• **EXERCISE OBJECTIVE**
Would you repeat exactly the part of the listing below that runs from the line containing "8h14l-1 12H6zM9 8a3" down to the line containing "camino · 100 m</p></div>", inclusive, and nothing else?

(GIVEN INFORMATION)

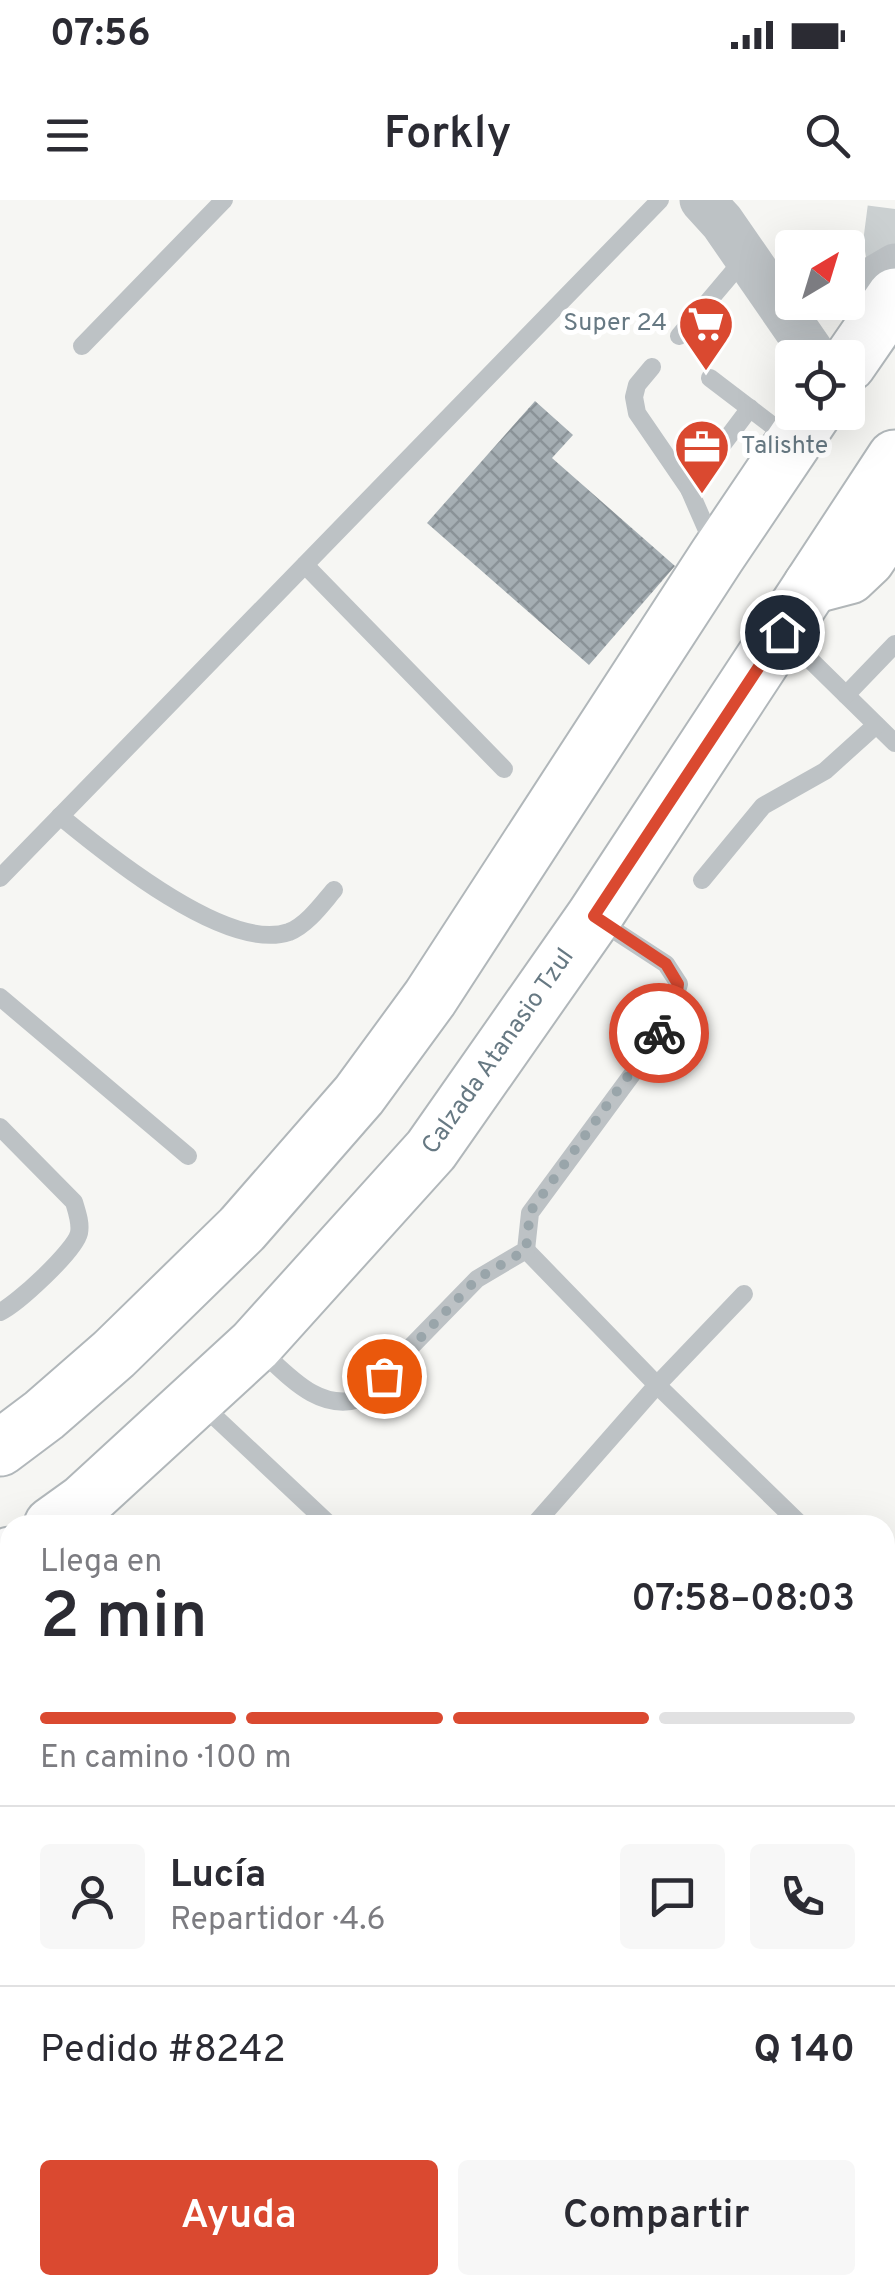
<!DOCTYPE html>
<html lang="es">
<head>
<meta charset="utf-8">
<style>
	:root { --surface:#fff; --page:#f7f7f7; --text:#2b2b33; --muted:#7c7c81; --line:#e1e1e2; --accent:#da4930 }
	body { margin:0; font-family:Overpass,sans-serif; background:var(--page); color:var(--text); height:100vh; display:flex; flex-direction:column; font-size:38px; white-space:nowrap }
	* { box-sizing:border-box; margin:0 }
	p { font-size:32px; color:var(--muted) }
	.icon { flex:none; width:55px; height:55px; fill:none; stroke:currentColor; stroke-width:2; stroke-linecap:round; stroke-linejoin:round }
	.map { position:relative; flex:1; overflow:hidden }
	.side { position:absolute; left:0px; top:1315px; width:895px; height:780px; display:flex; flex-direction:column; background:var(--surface); border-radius:30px 30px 0 0; box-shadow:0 10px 40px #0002 }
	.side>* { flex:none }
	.needle { width:65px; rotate:38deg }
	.fabs { position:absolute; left:775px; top:30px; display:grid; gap:20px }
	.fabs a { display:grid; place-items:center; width:90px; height:90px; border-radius:10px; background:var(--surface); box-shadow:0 10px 40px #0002; font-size:50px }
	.pin { position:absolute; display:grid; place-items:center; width:85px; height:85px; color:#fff; margin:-42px; border:5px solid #fff; border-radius:50%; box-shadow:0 2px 10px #0007 }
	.courier { position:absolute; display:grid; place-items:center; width:100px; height:100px; margin:-50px; border:8px solid #da4930; border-radius:50%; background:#fff; color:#222; box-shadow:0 2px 12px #0007 }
	.head em { font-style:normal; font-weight:600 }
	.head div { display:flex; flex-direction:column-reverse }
	.head { display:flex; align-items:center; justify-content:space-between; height:170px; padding:0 40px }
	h1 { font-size:65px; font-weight:600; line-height:75px }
	.bar { display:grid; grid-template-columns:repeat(4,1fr); gap:15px 10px; align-content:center; height:120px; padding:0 40px }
	.bar i { height:12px; border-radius:8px; background:var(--line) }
	.bar .on { background:var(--accent) }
	.bar p { grid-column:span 4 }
	.line { display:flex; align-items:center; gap:25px; padding:0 40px; border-top:2px solid var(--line) }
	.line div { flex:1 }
	.round { display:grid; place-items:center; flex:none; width:105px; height:105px; border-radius:10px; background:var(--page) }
	.primary-button { display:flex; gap:20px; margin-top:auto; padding:20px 40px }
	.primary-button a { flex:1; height:115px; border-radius:10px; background:var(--accent); color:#fff; font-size:40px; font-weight:600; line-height:115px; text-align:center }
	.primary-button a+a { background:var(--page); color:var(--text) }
	.status { display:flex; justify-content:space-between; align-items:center; height:70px; padding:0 50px; background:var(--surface); direction:ltr }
	.status svg { height:28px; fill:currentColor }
	header { display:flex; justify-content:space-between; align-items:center; height:130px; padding:0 40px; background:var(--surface); font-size:45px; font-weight:600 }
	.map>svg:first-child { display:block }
</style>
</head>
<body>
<div class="status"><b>07:56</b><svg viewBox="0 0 49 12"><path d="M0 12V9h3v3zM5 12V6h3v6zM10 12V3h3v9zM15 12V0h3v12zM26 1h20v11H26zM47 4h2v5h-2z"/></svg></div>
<header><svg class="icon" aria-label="menu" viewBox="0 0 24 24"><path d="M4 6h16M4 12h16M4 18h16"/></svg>Forkly<svg class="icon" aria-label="search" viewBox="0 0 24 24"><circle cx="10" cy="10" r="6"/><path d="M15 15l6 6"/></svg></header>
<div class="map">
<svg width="895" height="2095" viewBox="0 0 895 2095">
	<defs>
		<pattern id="building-cross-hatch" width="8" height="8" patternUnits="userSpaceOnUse" patternTransform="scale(2.5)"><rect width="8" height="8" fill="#a5aeb3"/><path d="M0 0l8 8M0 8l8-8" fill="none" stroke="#8a9297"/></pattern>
	</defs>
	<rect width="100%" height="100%" fill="#f6f6f3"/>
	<!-- building -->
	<path fill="url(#building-cross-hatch)" d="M535,201L573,235L552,258L675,366L589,465L427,323Z"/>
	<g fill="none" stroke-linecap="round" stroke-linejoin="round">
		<!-- trunk-tunnel -->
		<path stroke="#cbd0d1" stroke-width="55" stroke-dasharray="55 28" stroke-linecap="butt" d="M895,9L891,40L895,63"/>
		<!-- primary casing -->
		<g stroke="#b1b7ba" stroke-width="59">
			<g id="primary">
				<path d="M848,164L895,96"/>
				<path d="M0,1248L44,1215L114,1154L242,1029L359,895L430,798L717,356L814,212"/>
				<path d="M52,1325L84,1302L255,1145L431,950L594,717L895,258"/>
				<path d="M0,1362L10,1355"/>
			</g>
		</g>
		<!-- trunk casing -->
		<g stroke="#b1b6b8" stroke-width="59">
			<path id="trunk" d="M811,386L849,376L867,359L895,318"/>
		</g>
		<!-- service -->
		<g stroke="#bdc2c5" stroke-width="18">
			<path d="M679,136L745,58"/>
			<path d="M82,146L224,0"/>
			<path d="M652,167L637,185L634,197L637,213L689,289L713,344"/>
			<path d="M710,178L790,239"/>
			<path d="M689,289L750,208"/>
			<path d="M305,365L504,569"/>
			<path d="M786,436L895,543"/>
			<path d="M846,495L895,444"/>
			<path d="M60,616C106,654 227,753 289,732C307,725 322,704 334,690"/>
			<path d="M0,678L660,0"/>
			<path d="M702,680L763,606L825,571L876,525"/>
			<path d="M0,797L188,956"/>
			<path d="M0,927L74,1002C77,1012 81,1023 79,1033C75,1051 17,1104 0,1112"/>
			<path d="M526,1050L657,1185L801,1325"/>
			<path d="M259,1149C288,1175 318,1212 360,1199L477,1079L526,1050L530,1013L650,850L668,819L679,784L666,764L600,721"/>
			<path d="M199,1202L330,1325"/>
			<path d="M534,1325L657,1185L744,1094"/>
			<path d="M885,1406L895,1416"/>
			<path d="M0,2076L10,2077"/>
			<path d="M70,2085L155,2095"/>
		</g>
		<!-- tertiary -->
		<g stroke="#bdc2c5" stroke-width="45">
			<path d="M702,0L722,22L816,158"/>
			<path d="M848,83L873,79L895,66"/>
		</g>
		<!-- primary -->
		<use href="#primary" stroke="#fff" stroke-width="55"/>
		<!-- trunk -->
		<use href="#trunk" stroke="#fff" stroke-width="55"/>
	</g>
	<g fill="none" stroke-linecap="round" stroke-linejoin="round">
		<!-- done -->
		<path stroke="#99a5aa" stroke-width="10" stroke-dasharray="0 18" d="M384,1176L477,1079L526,1050L530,1012L659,833"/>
		<!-- route -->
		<path stroke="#da4930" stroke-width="12" d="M659,833L676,800L678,784L666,764L594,716L782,432"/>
	</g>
	<!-- icons -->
	<defs>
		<g id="supermarket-pin" transform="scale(2.875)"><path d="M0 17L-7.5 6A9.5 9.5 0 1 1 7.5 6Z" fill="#da4930" stroke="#fff"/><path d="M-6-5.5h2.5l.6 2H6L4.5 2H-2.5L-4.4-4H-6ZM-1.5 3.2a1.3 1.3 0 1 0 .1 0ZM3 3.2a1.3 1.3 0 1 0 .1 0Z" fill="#fff"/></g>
		<g id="office-pin" transform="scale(2.875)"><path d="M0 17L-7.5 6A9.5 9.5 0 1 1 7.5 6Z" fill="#da4930" stroke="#fff"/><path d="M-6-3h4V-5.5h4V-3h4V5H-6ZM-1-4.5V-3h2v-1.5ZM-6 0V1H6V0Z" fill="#fff"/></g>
	</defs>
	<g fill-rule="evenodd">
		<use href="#supermarket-pin" x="706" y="124"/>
		<use href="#office-pin" x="702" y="247"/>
	</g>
	<g text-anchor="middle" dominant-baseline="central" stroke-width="10" stroke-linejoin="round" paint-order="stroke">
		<!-- poi labels -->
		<g font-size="25" fill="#677983" stroke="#fff" text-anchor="end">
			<text x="667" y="124">Super 24</text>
			<text x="741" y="247" text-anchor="start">Talishte</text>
		</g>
		<!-- street labels -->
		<g font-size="25" fill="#677983" stroke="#fff">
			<text transform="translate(499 852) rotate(-55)">Calzada Atanasio Tzul</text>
		</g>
	</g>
</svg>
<div class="fabs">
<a><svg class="needle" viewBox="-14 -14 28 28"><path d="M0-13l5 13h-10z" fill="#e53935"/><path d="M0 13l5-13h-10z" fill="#7c7c81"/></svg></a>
<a><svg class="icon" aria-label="locate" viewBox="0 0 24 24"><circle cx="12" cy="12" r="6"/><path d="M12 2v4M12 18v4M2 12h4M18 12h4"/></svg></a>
</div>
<div class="pin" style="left:384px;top:1176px;background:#ea580c"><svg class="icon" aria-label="bag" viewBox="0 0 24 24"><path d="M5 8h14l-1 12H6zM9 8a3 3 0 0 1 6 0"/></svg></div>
<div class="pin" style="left:782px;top:432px;background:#1f2937"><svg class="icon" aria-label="home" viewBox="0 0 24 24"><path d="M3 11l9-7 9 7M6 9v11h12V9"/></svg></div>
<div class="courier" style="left:659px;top:833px"><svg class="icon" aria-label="bike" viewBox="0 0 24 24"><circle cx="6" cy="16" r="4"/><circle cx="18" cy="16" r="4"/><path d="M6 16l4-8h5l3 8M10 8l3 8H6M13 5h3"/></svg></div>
<section class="side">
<div class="head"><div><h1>2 min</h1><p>Llega en</p></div><em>07:58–08:03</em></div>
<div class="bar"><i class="on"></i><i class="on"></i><i class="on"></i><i></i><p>En camino · 100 m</p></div>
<div class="line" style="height:180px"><a class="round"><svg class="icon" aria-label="person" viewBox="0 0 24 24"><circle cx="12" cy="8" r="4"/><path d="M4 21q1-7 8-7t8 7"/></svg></a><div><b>Lucía</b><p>Repartidor · 4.6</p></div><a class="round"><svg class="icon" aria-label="chat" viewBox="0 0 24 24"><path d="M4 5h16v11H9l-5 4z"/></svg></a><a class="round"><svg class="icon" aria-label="phone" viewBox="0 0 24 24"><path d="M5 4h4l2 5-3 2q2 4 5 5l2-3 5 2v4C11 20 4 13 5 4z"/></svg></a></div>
<div class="line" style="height:130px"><div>Pedido #8242</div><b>Q 140</b></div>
<div class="primary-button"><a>Ayuda</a><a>Compartir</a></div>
</section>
</div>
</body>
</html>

(End GIVEN INFORMATION)

• **TASK RESPONSE**
<div class="pin" style="left:384px;top:1176px;background:#ea580c"><svg class="icon" aria-label="bag" viewBox="0 0 24 24"><path d="M5 8h14l-1 12H6zM9 8a3 3 0 0 1 6 0"/></svg></div>
<div class="pin" style="left:782px;top:432px;background:#1f2937"><svg class="icon" aria-label="home" viewBox="0 0 24 24"><path d="M3 11l9-7 9 7M6 9v11h12V9"/></svg></div>
<div class="courier" style="left:659px;top:833px"><svg class="icon" aria-label="bike" viewBox="0 0 24 24"><circle cx="6" cy="16" r="4"/><circle cx="18" cy="16" r="4"/><path d="M6 16l4-8h5l3 8M10 8l3 8H6M13 5h3"/></svg></div>
<section class="side">
<div class="head"><div><h1>2 min</h1><p>Llega en</p></div><em>07:58–08:03</em></div>
<div class="bar"><i class="on"></i><i class="on"></i><i class="on"></i><i></i><p>En camino · 100 m</p></div>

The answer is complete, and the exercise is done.